VPN protects the connection — it creates a safer private tunnel when staff connect to company systems, especially on public Wi-Fi or remote work.

With a VPN, not only can you require all users to present login credentials, but you can also encrypt all the data that gets exchanged between them and your system. In this way, their devices, as well as your network, are protected from external threats.

10. Cloud-based security

One of the main cybersecurity tools for small businesses is Cloud-based security – a broad term that refers to the technologies and policies used to protect cloud-based assets from cyberattacks.

Getting Cloud-based security means the protection is handled through an online security service instead of only installing tools on your own server or laptop.

These kinds of solutions safeguard cloud resources, such as your: Data, Applications Services and Cloud infrastructure. Other cloud-based security options include Akamai, Fastly, Imperva, Sucuri, StackPath, AWS Shield/WAF, Azure Front Door/WAF, Google Cloud Armor, Cisco Umbrella, Zscaler, Proofpoint, Mimecast, Barracuda, Perimeter 81, and Check Point Harmony.

11. Web application firewalls (WAF)

cybersecurity tools for small businesses - WAF

Do you or your business have a web app? That’s where WAF comes in.

Web application firewalls (WAFs) keep your web-based applications protected from hackers that may try to infiltrate them to steal information or exploit a vulnerability in a web app. All traffic being sent to and going from your web service is filtered, and if a threat is detected, the data associated with it can be discarded automatically.

Many small and medium businesses use WAFs to protect their web assets from hackers, distributed denial-of-service (DDoS) attacks, and other internet threats.

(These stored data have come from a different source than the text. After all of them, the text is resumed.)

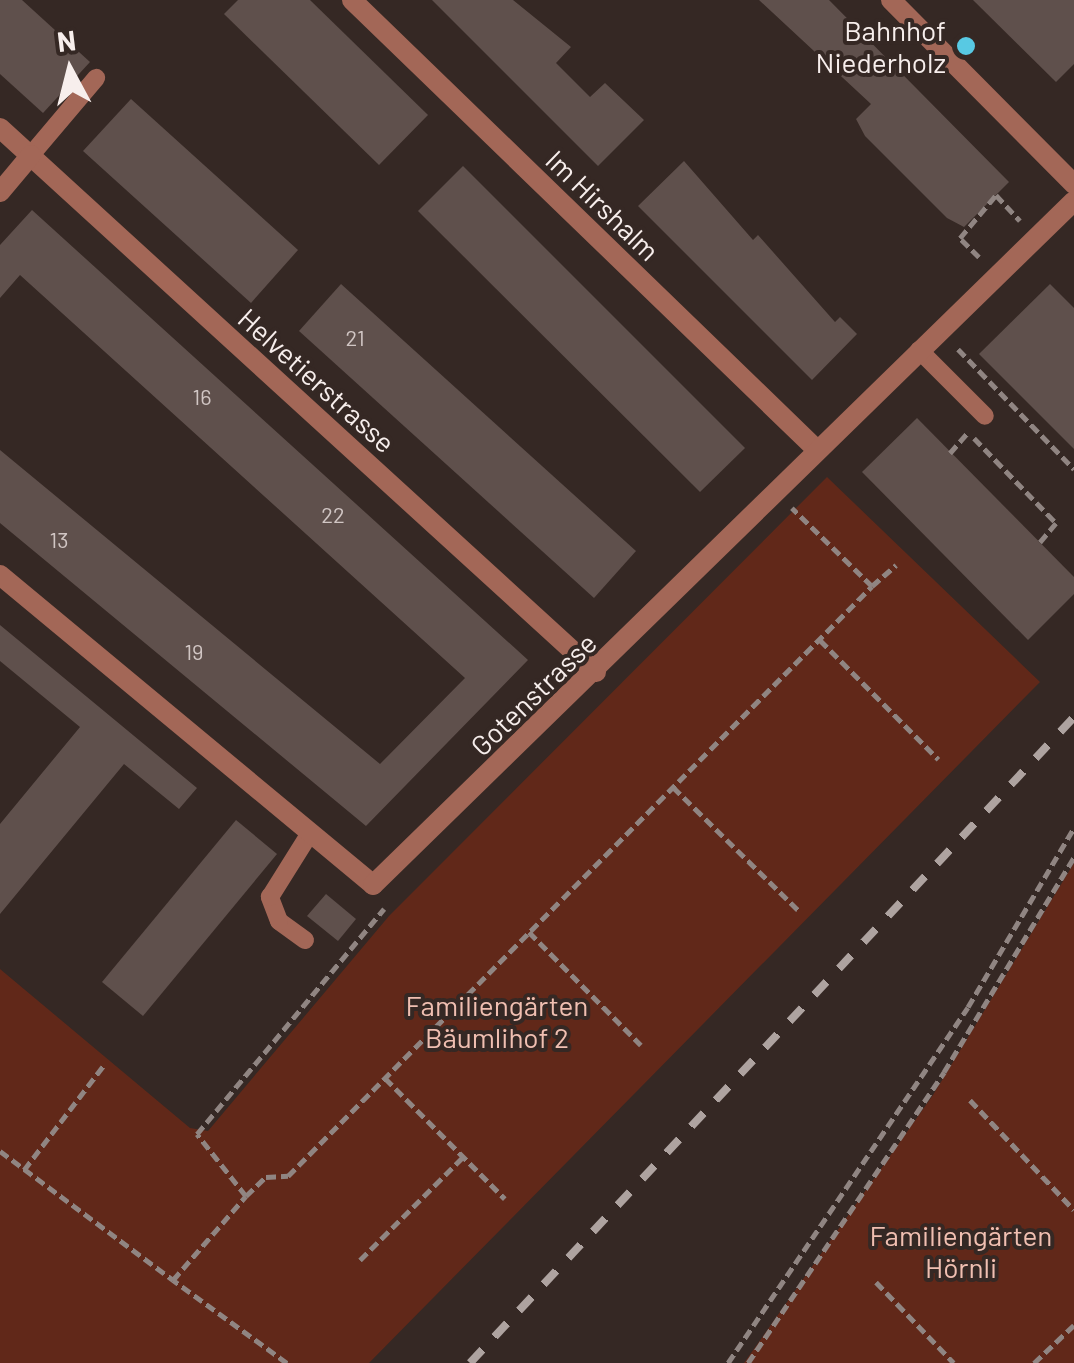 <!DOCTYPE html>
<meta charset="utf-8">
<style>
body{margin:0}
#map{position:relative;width:1074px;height:1363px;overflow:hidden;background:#352824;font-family:Barlow,sans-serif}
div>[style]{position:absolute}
.green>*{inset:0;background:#612819}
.building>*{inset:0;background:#5f504c}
.path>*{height:5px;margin-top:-2.5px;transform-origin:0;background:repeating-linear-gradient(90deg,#908582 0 10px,transparent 0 15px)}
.service>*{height:18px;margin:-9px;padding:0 9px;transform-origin:9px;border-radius:9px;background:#a36757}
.minor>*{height:20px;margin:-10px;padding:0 10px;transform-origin:10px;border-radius:10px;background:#a36757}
.tertiary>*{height:20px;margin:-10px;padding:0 10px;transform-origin:10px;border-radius:10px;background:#a36757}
.rail>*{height:8px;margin-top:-4px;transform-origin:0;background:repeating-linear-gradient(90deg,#aea3a0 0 18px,transparent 0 36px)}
.dots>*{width:28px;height:28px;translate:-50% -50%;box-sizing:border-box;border:5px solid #352824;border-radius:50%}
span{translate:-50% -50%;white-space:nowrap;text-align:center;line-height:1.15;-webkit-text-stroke:8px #352824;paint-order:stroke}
.number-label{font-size:22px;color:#d1c6c4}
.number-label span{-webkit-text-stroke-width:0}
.poi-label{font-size:28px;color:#f7eeec}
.right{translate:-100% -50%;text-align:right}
.street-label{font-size:28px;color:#f7eeec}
.park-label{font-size:28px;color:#f0bfb1}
.north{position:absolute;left:20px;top:20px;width:100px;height:100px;-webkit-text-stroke:8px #352824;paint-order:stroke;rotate:353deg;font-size:28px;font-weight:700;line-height:40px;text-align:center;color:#f7eeec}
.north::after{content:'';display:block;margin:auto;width:35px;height:45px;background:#f7eeec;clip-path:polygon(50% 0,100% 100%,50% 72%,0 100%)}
</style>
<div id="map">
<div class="green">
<div style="clip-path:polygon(827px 477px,1040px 682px,369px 1363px,0 1363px,0 969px,190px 1128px,208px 1131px,389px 916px)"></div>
<div style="clip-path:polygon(1074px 863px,1074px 1363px,744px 1363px,933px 1095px)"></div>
</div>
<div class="building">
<div style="clip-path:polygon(0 0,22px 0,90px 62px,43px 113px,0 74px)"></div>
<div style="clip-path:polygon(238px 0,310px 0,428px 115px,379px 165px,224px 14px)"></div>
<div style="clip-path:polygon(432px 0,513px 0,571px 47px,556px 63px,590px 97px,605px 83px,644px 120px,598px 166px)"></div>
<div style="clip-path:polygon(759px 0,829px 0,1009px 182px,964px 227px,947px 218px,865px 136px,856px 119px,871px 104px)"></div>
<div style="clip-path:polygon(973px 0,1074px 0,1074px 64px,1056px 82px)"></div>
<div style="clip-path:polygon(131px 99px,298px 250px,251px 303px,83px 151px)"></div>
<div style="clip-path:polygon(684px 161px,753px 240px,758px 235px,835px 322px,840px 317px,857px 334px,812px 380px,638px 206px)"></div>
<div style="clip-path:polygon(463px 166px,745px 448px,700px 492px,418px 211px)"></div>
<div style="clip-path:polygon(32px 210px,528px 660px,366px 826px,0 523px,0 450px,380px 764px,465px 678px,20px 275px,0 298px,0 245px)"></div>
<div style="clip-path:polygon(341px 284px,636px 551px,594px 598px,299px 331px)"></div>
<div style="clip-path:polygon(1050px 284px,1074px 308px,1074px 449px,979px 354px)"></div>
<div style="clip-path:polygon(917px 418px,1074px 577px,1074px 594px,1028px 640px,862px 472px)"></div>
<div style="clip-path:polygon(0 625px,197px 788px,179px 809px,124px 764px,0 914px,0 824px,80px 727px,0 661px)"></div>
<div style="clip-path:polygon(236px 820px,277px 854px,143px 1016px,102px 982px)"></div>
<div style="clip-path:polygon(326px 894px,356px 919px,338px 941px,307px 916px)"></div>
</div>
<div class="path">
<div style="left:979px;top:257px;width:27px;rotate:-135deg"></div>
<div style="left:960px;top:238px;width:56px;rotate:-50.1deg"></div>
<div style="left:996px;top:195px;width:35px;rotate:47deg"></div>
<div style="left:958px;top:349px;width:167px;rotate:46deg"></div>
<div style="left:974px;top:438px;width:118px;rotate:46deg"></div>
<div style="left:1056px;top:523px;width:25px;rotate:130deg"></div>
<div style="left:950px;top:453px;width:28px;rotate:-49deg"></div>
<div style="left:872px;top:586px;width:32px;rotate:-41deg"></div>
<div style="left:820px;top:640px;width:168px;rotate:45.2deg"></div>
<div style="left:673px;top:787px;width:175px;rotate:44.5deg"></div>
<div style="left:529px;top:932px;width:159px;rotate:45.3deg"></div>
<div style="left:385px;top:1078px;width:170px;rotate:45.2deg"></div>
<div style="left:970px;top:1100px;width:151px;rotate:46.6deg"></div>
<div style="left:0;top:1151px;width:216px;rotate:36.7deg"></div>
<div style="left:24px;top:1170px;width:132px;rotate:-52.7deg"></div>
<div style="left:246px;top:1196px;width:28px;rotate:-44deg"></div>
<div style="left:266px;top:1177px;width:22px;rotate:-3deg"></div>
<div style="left:288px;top:1176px;width:830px;rotate:-45.29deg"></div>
<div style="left:872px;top:586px;width:112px;rotate:-135.7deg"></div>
<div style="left:360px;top:1260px;width:146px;rotate:-45deg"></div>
<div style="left:876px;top:1282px;width:112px;rotate:46.1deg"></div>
<div style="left:287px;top:1363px;width:141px;rotate:-143.9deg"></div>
<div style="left:173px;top:1280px;width:111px;rotate:-49deg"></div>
<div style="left:246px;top:1196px;width:79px;rotate:-128.3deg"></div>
<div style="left:197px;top:1134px;width:293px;rotate:-50.3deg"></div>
<div style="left:728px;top:1363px;width:429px;rotate:-56deg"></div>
<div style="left:968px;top:1007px;width:208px;rotate:-59.4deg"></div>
<div style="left:748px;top:1363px;width:351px;rotate:-56deg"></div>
<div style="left:944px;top:1072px;width:251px;rotate:-58.8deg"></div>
<div style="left:1034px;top:1363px;width:55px;rotate:-43.5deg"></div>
</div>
<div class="service">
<div style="left:31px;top:155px;width:101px;rotate:-49.8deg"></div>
<div style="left:919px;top:350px;width:93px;rotate:45deg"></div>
<div style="left:305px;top:940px;width:32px;rotate:-144deg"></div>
<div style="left:279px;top:921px;width:26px;rotate:-111deg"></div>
<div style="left:270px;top:897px;width:75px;rotate:-58deg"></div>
</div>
<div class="minor">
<div style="left:352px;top:0;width:647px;rotate:44.06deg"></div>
<div style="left:0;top:128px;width:807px;rotate:42.39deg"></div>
<div style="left:0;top:192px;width:48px;rotate:-50deg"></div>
<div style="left:0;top:575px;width:485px;rotate:39.7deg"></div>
<div style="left:373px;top:885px;width:979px;rotate:-44.3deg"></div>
</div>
<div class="tertiary">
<div style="left:891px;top:0;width:260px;rotate:45.2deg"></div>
</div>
<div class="rail">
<div style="left:470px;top:1363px;width:884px;rotate:-46.92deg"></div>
</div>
<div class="dots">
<div style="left:966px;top:46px;background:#58c9e3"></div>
</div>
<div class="number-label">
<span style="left:355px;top:338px">21</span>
<span style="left:202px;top:397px">16</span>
<span style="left:333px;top:515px">22</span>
<span style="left:59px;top:540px">13</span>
<span style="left:194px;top:652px">19</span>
</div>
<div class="poi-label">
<span class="right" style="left:946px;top:46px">Bahnhof<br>Niederholz</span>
</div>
<div class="street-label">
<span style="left:603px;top:205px;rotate:44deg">Im Hirshalm</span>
<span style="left:317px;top:380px;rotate:42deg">Helvetierstrasse</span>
<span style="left:533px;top:694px;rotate:-44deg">Gotenstrasse</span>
</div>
<div class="park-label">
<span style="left:497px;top:1021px">Familiengärten<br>Bäumlihof 2</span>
<span style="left:961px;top:1251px">Familiengärten<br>Hörnli</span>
</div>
<div class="north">N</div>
</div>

12. Vulnerability and threat management

Vulnerability means finding weak spots before attackers use them, then fixing or reducing the risk.

A vulnerability is a weakness, like outdated software, weak passwords, exposed admin pages, missing patches, insecure plugins, or bad server settings. A threat is the danger trying to use that weakness, like hackers, malware, phishing, ransomware, or bots. So the cybersecurity tools for small businesses scan systems, websites, servers, apps, and devices, show what is risky, rank what matters most, and help the business fix the biggest problems first.

Vulnerability assessment also requires a system for reporting issues, enabling you to address weaknesses and prevent serious breaches down the road.

These tools, like Rapid7, work by scanning websites, servers, apps, cloud accounts, or devices, then listing weak spots like outdated software, exposed ports, bad settings, missing patches, or risky plugins. The tool then ranks the risks so the business knows what to fix first.

And finally,

13. Threat detection Systems

The services listed above are all doing some form of threat detection, but each one watches a different area.

A threat detection system is the bigger tool/platform that tries to bring those signals together and detect threats across many areas at once — network, devices, email, cloud, logs, user behavior, etc. But “do ALL” depends on the product: some only monitor and alert, some also block, some include sandboxing, and some need other tools feeding data into them.

A sandbox contains threats in an isolated environment, keeping them away from sensitive areas of your network. While the threat is within this controlled environment, its activity is carefully monitored, allowing admins to study and learn from it.

So in essense, Threat detection systems combine data from multiple security tools to identify suspicious activity across a business environment.

Are these the only Cybersecurity tools for Small Businesses

No. There’s more, but these are sufficient. And its companies like ours, though just launching our cybersecurity arm, that can help you get started and secure in your business. So contact us.

In concluding this very detailed and most important article, I’d say cybersecurity tools for small businesses are essential because they protect the business email, website, customer data, payments, staff devices, and online accounts. The basic stack is email security, DNS protection, website firewall, backups, password manager, 2FA, antivirus/EDR, and regular updates — not 20 tools, just the essentials.